Em essência, Marina ganha
protagonismo justamente por não representar nenhuma das alternativas acima. Não
é uma líder messiânica, embora deixe transparecer propositadamente ares de
humildade e devoção. Não tem nenhuma proposta consistente para o meio ambiente,
tanto que seu ministério foi inexpressão em resultados, além de seu
ecocapitalismo ser constantemente questionado por ser confuso e/ou
impraticável. Ao defender a política de
austeriade do Banco Central e sua independência, flerta com o mercado
financeiro, mas fala em justiça social, distribuição de renda e melhoria para
os mais pobres com ajuda do Estado talvez sendo incapaz de cumprir qualquer uma
das duas promessas. Ao falar do PT (partido que fazia parte até recentemente)
defende que quer governar com Lula – e FHC – o que é inviável em qualquer
cenário político.
Marina, por tamanhas as
contradições sobre o que diz e o que propõe fazer, corre o risco de não ter
nada em sério que a sustente. E talvez seja justamente suas inconsistências que
a tornem fenômeno eleitoral. Para isso temos que concordar que existe um forte
movimento de infantilização da política.

O movimento de infantilização da
política não é exclusividade da atual campanha eleitoral. Humor,
ridicularizações, jingles, frases de efeito, efeitos em áudios e vídeos das
propagandas e todas as ações de marketing vêm ganhando protagonismo ante
propostas e debates. A política tornou-se terreno fértil do espetáculo. O
objetivo das campanhas tem sido busca atrair para o grande publico para o circo
de atividades e, independente do debate, conquistar o voto. Assim como no
consumo, os políticos tem retirado a ideologia do seu discurso, para vender
facilidades a um público cada vez maior. Assim, não importa o que ocorre antes
ou depois de uma eleição, não importam as consequências dos atos e as
responsabilidades públicas, importa que o voto seja conquistado. Só num mundo como
este, onde não se discute decisões, deliberações, ganhos e perdas, vencidos e
vencedores, Marinas, Fernandos e Jânios surfam desimpedidamente, na crista da
onda criada pelo vácuo do debate.
Não existe segredo em política.
Também não existem milagres. Políticas tratam de propostas e problemas. Boas
políticas públicas resolvem problemas difíceis.

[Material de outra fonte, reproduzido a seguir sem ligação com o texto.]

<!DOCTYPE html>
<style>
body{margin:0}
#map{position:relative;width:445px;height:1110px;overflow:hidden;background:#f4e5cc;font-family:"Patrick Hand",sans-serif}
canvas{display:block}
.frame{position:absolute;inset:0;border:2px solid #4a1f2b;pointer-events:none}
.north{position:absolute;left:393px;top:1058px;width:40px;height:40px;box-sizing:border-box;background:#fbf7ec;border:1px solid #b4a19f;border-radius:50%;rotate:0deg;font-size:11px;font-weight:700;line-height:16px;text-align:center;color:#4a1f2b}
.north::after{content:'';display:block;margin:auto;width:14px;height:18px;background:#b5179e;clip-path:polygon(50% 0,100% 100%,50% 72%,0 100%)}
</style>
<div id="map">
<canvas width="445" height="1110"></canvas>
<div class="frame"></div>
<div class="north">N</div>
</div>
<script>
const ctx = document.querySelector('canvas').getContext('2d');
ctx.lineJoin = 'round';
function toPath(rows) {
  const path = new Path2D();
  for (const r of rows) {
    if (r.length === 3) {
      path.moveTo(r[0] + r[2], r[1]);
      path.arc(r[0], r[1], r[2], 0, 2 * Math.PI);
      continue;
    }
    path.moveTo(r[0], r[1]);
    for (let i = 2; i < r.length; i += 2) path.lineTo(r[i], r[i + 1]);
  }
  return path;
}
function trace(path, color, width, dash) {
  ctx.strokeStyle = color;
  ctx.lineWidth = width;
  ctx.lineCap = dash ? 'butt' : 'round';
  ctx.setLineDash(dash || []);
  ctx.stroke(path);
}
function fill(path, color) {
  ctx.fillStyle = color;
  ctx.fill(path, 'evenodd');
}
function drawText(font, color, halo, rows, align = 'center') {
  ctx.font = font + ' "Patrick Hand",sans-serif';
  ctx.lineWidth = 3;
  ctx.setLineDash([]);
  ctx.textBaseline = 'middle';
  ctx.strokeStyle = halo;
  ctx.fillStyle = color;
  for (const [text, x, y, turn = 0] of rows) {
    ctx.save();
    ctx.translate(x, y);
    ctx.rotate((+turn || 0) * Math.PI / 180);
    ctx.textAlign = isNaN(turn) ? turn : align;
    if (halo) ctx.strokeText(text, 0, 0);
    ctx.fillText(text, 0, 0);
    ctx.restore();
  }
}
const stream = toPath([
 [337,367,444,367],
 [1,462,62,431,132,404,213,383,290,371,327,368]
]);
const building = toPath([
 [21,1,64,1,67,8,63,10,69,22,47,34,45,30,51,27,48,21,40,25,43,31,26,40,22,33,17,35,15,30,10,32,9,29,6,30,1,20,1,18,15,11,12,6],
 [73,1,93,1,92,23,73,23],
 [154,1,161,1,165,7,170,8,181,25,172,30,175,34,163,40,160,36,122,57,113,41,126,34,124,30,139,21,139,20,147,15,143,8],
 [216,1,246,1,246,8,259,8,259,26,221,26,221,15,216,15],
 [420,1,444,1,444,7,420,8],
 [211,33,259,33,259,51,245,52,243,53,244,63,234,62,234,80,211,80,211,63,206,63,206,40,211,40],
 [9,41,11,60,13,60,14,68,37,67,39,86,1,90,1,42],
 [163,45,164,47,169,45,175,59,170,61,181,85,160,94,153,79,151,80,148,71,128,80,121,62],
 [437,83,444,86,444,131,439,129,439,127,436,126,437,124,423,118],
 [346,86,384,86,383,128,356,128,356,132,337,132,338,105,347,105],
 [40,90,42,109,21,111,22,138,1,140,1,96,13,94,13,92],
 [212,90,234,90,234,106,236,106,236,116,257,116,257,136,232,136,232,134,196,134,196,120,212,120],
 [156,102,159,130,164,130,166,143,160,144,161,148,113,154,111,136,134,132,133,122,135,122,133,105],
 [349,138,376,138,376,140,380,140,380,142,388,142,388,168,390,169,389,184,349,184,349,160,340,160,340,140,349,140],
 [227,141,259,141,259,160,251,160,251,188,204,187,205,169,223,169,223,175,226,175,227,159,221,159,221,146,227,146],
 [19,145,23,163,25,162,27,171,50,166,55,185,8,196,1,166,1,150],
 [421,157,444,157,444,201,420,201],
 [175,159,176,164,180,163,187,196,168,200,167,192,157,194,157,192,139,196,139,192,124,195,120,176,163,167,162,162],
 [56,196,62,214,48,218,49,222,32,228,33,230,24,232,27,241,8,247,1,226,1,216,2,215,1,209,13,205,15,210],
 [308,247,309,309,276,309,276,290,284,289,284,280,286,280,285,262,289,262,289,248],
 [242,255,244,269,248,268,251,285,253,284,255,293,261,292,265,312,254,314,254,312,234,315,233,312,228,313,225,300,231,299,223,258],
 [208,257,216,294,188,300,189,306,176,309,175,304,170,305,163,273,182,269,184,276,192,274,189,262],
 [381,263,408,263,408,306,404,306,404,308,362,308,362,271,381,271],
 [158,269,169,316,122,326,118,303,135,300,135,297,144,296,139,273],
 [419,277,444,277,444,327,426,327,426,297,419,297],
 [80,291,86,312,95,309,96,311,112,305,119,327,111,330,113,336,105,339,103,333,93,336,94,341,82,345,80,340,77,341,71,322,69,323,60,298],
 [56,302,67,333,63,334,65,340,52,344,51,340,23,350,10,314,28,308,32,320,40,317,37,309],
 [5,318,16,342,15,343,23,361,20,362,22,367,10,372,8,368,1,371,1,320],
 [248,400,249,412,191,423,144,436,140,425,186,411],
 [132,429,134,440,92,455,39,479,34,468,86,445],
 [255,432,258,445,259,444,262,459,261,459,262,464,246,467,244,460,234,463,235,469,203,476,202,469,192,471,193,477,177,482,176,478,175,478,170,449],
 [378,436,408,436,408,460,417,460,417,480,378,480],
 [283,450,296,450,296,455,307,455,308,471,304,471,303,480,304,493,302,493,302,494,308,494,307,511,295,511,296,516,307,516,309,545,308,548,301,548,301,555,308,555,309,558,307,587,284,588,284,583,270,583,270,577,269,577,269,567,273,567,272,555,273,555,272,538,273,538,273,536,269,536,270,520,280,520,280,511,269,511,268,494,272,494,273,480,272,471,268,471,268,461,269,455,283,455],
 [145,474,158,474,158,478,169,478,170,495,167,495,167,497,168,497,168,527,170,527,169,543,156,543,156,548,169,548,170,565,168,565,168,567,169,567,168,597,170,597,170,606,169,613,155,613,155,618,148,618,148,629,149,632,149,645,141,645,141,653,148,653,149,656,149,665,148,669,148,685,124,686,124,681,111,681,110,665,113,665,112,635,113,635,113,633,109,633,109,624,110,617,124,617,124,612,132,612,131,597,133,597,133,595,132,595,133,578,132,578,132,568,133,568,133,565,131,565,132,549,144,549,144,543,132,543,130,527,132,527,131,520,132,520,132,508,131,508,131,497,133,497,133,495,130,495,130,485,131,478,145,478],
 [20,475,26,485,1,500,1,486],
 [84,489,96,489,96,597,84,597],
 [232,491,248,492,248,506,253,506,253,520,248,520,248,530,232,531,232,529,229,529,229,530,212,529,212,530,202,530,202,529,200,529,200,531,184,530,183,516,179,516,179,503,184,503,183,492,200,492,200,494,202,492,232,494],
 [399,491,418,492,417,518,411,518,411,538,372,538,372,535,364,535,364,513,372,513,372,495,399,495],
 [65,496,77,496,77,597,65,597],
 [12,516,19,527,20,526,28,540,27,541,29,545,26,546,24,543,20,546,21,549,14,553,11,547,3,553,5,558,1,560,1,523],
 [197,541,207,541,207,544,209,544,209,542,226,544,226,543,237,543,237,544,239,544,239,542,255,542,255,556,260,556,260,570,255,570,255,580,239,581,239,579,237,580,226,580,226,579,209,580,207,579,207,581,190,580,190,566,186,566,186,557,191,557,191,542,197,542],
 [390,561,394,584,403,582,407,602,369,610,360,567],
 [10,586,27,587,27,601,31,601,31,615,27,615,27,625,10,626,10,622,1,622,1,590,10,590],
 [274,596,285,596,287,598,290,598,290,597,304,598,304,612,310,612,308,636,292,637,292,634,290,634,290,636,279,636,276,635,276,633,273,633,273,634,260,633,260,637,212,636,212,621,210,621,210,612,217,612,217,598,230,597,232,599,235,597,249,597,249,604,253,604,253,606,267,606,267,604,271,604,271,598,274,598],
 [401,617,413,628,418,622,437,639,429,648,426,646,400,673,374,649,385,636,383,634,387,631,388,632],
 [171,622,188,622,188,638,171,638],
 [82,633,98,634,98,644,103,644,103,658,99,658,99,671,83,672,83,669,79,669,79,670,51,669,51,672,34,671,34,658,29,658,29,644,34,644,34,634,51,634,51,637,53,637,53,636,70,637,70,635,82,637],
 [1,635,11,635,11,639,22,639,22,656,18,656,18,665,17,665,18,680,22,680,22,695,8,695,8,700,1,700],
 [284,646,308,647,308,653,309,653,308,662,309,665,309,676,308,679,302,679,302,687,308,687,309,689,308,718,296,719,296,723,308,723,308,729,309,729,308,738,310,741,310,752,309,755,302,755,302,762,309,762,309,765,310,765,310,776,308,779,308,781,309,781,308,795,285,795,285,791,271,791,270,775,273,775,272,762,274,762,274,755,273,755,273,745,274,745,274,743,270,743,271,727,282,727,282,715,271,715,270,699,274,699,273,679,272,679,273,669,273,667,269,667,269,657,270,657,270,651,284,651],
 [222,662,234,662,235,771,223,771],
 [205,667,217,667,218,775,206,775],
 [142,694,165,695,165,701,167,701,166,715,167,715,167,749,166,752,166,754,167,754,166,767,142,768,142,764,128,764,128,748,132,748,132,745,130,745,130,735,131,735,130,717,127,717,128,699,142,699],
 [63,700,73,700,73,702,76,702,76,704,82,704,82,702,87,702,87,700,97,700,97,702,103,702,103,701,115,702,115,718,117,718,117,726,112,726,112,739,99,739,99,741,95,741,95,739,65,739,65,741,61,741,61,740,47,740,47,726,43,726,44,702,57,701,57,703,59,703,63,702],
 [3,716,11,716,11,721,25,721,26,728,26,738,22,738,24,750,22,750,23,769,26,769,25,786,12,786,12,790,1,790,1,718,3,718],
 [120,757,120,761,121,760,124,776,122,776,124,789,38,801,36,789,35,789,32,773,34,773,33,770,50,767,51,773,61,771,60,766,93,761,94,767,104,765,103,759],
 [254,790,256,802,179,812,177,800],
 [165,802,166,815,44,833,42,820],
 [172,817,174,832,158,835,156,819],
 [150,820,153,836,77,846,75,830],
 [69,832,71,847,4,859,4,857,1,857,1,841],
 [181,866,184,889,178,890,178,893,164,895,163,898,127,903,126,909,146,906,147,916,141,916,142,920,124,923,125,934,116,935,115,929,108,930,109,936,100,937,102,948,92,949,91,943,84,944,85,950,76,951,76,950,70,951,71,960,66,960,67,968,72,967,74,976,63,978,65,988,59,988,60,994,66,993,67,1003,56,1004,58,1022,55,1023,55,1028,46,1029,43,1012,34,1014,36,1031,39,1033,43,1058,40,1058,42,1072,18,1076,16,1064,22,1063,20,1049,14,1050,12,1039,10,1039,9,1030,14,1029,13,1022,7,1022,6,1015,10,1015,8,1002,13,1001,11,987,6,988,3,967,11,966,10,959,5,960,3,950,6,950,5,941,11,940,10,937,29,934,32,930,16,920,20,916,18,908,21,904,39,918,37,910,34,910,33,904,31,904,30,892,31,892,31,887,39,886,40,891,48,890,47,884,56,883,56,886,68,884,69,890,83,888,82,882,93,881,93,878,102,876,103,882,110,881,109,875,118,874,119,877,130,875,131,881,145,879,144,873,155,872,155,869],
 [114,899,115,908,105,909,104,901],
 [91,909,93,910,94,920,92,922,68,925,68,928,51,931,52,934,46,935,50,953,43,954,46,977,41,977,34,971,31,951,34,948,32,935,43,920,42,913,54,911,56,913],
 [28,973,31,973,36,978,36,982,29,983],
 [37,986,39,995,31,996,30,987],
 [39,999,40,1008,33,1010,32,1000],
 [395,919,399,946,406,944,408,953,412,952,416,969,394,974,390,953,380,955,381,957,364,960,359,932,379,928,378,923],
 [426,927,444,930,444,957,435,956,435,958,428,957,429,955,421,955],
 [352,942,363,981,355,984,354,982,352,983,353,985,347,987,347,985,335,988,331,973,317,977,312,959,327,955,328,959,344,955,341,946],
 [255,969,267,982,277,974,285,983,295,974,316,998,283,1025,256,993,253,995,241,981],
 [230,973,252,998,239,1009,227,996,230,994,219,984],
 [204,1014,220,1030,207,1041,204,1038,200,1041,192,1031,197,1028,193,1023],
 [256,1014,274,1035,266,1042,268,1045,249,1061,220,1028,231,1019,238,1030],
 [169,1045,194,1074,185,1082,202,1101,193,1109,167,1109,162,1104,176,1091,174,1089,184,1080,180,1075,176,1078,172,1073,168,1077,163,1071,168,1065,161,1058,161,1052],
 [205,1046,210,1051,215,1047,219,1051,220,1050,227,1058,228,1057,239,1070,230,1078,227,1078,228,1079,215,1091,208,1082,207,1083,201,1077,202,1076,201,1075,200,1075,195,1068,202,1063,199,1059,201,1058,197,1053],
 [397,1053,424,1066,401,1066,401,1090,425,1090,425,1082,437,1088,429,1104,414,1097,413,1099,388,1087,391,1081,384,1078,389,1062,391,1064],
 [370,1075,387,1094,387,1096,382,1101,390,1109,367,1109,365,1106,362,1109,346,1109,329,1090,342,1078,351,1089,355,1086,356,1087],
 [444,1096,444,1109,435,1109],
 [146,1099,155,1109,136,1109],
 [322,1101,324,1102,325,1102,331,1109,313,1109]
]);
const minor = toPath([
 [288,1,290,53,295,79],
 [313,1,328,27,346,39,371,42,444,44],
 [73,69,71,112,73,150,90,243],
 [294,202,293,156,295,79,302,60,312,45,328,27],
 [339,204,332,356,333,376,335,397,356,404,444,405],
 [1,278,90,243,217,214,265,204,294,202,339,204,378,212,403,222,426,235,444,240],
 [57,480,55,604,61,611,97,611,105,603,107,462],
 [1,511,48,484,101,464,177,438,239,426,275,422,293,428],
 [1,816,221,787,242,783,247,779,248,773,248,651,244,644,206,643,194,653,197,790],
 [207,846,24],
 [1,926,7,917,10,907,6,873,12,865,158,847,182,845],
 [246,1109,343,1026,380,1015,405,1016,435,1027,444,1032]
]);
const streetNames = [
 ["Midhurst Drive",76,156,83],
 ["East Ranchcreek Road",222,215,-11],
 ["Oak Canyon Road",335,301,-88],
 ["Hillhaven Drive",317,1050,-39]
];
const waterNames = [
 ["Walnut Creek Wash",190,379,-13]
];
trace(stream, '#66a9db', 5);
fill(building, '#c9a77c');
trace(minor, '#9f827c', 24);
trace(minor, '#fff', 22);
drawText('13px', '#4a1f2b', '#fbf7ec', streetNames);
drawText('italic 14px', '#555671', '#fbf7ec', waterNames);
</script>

Boas políticas são como bons
remédios: tem gosto amargo, aparecem com um dano, mas podem gerar bem-estar
social. Bons políticos tomam decisões difíceis.
A vida adulta ensina a cumprir
compromissos. Ainda que sejam duras as obrigações, descobre-se em algum momento
que cumpri-las é o melhor caminho para o sucesso. Ter responsabilidade
significa muitas vezes optar por caminhos difíceis de trilhar, em alguns casos
mais longos, em outros mais penosos. E não se trata de tornar-se conservador
para alcançar as boas decisões, porque ser responsável não é sinônimo de ser
conservador.
Do mesmo modo, o caminho da
política não é um caminho fácil. Mas, em democracia, desacreditar no voto e
desacreditar na política é o caminho dos irresponsáveis e imaturos. É também
eximir-se da decisão. É uma manha como dizer: “se não tem o que eu gosto eu não
faço nada". Isso gera um processo de esvaziamento da política que premia
aventureiros. Independente de qualquer desgosto com a política, necessariamente
teremos políticos que vão deliberar; se a sociedade não acompanha, os
oportunistas podem se dar ao luxo de deliberar mau e decidir errado – ou pior:
decidir propositadamente em favor pequenos grupos em prejuízo das necessidades
públicas.

O movimento é até mais amplo. Boa
parte de nossa sociedade – assim como crianças, jovens e adolescentes imaturos
– tem evitado decisões difíceis. Jovens não gostam de tomar decisões que
resolvem problemas, mas comprometem desejos. Se com pouco dinheiro, por
exemplo, uma criança e tentar comprar doces e sorvetes, o vendedor pode
força-la a escolher entre um e outro. A simples situação de tomada de decisão
paralisa a criança e a faz chorar. Quando não buscam formas controversas de
conseguir o que querem, como manhas ou tentativas de mudar as regras, crianças
ficam insatisfeitas com resultados parciais para seus desejos momentâneos. Do
mesmo modo ainda imaturo, os jovens não gostam de ser contrariados. Não
suportam que seus desejos não sejam atendidos. Não gostam, por exemplo, de
pagar contas porque os pagamentos inibem seu poder de compra. É normal que
durante um período de adaptação os adolescentes sejam irresponsáveis com suas
obrigações. Só ganham autonomia os jovens que demonstram ser responsáveis, seja
na vida financeira ou na parte afetiva.
Não é preciso defender nada de
novo para mudar a política. Não há formula mágica como querem os adolescentes
para conseguir sorvetes e doces. No Brasil, para fazer um governo marcante,
basta aprovar as reformas tributária e política. Basta rever a concentração de
patrimônio e fortalecer as agencias de regulação. Basta fazer uma política de
austeridade econômica com defesa contra crescimento de inflação e desemprego.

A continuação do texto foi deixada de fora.